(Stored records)
+++

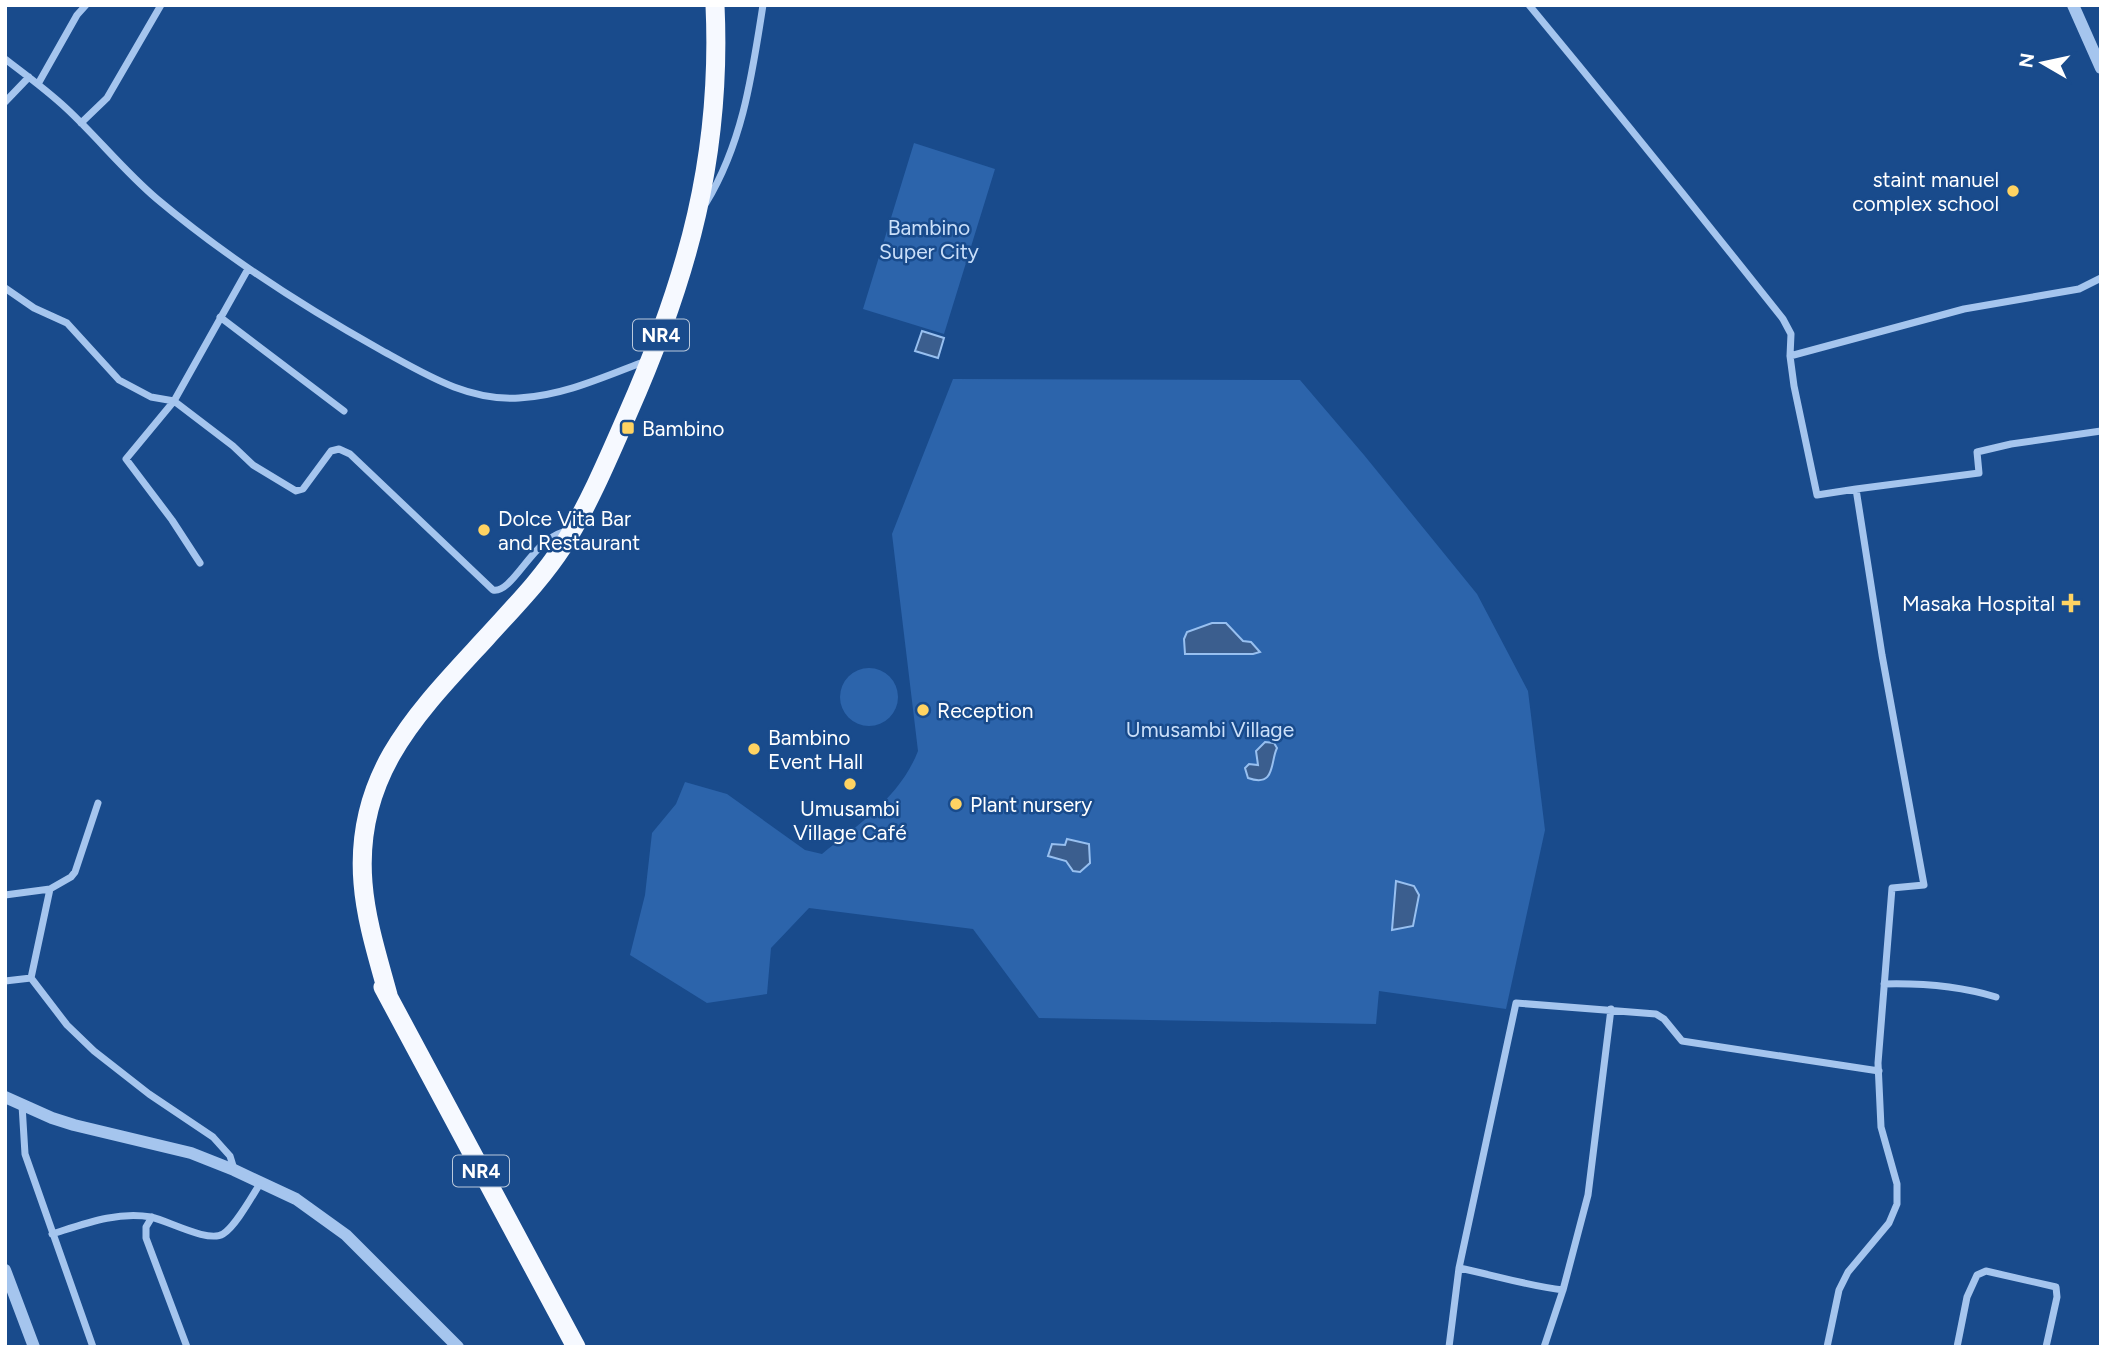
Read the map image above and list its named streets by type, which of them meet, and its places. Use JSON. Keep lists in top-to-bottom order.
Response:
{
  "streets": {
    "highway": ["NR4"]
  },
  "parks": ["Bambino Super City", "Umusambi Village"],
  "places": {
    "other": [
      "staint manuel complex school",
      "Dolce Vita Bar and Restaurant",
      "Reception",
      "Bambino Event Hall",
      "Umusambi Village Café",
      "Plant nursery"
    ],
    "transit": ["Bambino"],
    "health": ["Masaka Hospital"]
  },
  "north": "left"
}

+++

*Your goal*
Retype the records exactly. Any image in them should not appear in what you write.

*Worked solution*
Read the map image above and list its named streets by type, which of them meet, and its places. Use JSON. Keep lists in top-to-bottom order.
Response:
{
  "streets": {
    "highway": ["NR4"]
  },
  "parks": ["Bambino Super City", "Umusambi Village"],
  "places": {
    "other": [
      "staint manuel complex school",
      "Dolce Vita Bar and Restaurant",
      "Reception",
      "Bambino Event Hall",
      "Umusambi Village Café",
      "Plant nursery"
    ],
    "transit": ["Bambino"],
    "health": ["Masaka Hospital"]
  },
  "north": "left"
}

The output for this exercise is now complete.